The two main seasons for Chinese tourists are January to March and July to September. In those periods, Air Leisure typically operates 10 to 14 flights weekly to China.
And the focus on overseas markets means that Air Leisure is pulling in hard currencies, so the company has been less affected by the drop in the value of the Egyptian Pound than have many of the country’s other airlines.
Air Leisure’s initial equipment consisted of three Airbus A340-200s, acquired from EgyptAir from late 2014. This made it, at one time, the world’s last commercial operator of the initial variant of the European four-motor wide-body.
In 2017, it moved on to the more economical twin-engined A330-200, with three former Emirates Airline examples acquired via lessor Dubai Aerospace Enterprise on 10-year finance leases.
Latterly, the A340s were modified internally into a single-class 283-seat layout, to suit them for religious tourists heading for Mecca on the Hajj or Umrah pilgrimages from long-haul points such as Malaysia and Indonesia.
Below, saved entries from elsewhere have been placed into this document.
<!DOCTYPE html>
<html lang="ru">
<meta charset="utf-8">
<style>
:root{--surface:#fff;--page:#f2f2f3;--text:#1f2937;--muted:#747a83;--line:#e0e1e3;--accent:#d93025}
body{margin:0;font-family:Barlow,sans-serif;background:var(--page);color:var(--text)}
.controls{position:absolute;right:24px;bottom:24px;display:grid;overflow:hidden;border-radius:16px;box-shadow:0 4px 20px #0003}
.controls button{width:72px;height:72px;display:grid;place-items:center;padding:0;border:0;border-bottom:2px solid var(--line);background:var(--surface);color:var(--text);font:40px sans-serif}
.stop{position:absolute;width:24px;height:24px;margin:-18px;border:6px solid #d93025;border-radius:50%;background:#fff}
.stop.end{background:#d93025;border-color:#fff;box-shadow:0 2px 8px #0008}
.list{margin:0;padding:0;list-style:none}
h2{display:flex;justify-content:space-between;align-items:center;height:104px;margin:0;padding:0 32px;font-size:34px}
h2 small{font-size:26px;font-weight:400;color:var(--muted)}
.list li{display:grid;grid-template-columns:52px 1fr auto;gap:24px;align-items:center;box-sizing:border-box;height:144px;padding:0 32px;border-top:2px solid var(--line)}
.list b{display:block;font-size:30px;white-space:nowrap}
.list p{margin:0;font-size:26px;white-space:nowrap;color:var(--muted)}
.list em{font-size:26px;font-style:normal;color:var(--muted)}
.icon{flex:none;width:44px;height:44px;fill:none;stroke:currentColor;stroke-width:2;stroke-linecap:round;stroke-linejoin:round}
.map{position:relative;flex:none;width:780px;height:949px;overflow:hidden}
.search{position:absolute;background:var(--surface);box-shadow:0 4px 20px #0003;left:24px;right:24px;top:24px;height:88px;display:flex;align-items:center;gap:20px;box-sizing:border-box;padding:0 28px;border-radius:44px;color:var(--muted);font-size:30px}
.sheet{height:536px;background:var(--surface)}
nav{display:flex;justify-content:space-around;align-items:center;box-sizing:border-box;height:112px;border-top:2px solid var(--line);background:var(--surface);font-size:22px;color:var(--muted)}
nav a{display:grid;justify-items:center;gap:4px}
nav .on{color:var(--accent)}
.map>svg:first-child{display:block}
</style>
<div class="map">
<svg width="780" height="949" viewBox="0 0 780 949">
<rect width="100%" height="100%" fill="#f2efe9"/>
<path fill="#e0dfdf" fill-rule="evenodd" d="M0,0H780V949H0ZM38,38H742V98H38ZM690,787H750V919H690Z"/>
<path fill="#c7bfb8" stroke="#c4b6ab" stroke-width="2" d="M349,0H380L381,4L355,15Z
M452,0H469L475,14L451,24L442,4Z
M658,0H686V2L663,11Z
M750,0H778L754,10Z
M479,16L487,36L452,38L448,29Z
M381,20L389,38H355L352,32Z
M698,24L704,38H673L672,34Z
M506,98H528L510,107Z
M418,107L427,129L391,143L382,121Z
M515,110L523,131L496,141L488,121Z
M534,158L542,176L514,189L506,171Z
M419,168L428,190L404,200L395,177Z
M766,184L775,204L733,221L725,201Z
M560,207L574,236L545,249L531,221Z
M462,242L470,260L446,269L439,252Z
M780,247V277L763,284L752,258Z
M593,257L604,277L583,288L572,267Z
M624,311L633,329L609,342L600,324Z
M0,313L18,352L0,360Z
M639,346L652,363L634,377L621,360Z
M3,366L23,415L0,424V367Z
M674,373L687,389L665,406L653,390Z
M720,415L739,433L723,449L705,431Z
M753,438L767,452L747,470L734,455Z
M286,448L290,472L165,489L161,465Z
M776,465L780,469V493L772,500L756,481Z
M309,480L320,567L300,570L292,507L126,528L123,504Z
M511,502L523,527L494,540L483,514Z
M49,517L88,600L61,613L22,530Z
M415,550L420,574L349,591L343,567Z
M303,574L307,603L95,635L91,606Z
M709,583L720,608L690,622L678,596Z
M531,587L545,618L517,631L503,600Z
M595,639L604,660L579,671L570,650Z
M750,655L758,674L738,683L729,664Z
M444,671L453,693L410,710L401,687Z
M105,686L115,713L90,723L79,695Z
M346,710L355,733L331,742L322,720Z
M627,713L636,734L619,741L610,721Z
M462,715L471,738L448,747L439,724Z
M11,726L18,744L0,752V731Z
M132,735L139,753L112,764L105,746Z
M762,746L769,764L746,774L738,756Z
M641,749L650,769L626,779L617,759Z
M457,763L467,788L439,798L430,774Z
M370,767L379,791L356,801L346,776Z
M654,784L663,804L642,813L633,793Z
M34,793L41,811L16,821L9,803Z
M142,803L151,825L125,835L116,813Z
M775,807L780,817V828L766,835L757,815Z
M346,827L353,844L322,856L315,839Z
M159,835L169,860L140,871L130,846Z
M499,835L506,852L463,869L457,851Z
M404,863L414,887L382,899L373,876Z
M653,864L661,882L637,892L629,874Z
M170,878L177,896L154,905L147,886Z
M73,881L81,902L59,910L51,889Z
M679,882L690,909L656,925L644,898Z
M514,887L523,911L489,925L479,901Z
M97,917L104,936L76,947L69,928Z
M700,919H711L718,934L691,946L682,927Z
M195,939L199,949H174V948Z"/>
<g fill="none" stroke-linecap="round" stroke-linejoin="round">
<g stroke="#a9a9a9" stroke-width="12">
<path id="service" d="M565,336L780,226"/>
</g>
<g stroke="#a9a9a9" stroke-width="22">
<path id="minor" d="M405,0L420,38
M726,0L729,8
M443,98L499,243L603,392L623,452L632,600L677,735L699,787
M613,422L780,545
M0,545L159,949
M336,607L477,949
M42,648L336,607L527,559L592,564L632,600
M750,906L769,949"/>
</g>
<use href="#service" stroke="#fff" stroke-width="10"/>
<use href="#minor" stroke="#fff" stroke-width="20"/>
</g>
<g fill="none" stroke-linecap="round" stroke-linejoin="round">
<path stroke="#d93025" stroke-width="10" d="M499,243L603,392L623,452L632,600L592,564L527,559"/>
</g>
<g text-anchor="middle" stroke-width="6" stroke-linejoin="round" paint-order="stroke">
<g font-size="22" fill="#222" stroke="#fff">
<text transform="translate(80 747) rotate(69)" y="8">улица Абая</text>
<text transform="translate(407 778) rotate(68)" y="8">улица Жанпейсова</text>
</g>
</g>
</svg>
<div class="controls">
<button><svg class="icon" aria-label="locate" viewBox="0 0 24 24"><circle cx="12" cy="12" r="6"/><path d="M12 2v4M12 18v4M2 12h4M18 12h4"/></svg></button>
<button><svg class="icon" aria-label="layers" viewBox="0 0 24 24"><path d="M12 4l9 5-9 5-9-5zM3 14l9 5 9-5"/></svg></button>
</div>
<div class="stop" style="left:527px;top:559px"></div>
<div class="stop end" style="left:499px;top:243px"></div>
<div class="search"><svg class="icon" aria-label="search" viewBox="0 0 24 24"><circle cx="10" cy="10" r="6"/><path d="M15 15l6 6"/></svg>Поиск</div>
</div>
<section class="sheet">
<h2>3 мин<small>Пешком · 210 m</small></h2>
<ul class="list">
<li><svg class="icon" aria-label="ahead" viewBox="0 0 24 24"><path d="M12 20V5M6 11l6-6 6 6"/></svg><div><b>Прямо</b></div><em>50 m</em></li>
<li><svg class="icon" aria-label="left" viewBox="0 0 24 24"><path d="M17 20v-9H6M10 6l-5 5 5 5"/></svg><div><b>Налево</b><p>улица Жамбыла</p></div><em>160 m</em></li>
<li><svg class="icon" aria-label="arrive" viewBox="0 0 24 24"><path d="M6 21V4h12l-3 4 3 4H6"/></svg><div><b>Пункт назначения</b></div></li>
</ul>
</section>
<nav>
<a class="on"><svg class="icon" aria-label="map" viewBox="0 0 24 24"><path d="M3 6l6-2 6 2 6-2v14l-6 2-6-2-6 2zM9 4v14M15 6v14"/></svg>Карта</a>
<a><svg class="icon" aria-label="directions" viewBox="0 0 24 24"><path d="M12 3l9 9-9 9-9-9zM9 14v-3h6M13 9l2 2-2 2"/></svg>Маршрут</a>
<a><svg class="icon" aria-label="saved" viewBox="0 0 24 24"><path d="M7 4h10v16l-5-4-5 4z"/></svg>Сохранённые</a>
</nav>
However, the type was finally withdrawn in July 2017.
Air Leisure is now in negotiations to acquire more A330s and has also signed a memorandum of understanding with Russia’s Sukhoi Civil Aircraft Corporation (SCAC) for four SSJ100 Superjets. The latter would be used for domestic charter flights and to cater for the Chinese and Japanese tourists, who like to make multi-sector visits, basing themselves in Egypt but making short side-trips to destinations such as Athens.
If the Sukhoi deal goes ahead – and SCAC president Alexander Rubtsov was hopeful at the Dubai Air Show that it would – the aircraft would initially be operated by Russian pilots, said Moneir, while Egyptian pilots were trained on the type.
Airbus had been surprised that an A330/340 operator would not take on examples of its A320, he added. It was possible that the European narrow-body could yet be procured and operate alongside the SSJ100 – it all depended on the right markets becoming available to the carrier.
Air Leisure is seeking to become more recognised internationally through joining the International Air Transport Association and by undertaking the IATA operational safety audit (IOSA), which assesses an airline’s operational management and control system, as well as ensuring that it is adhering to evolving quality standards.
With these plans in place, Moneir and his colleagues hope that the taste of success will be as sweet as the mandarins that he used to grow on his farm.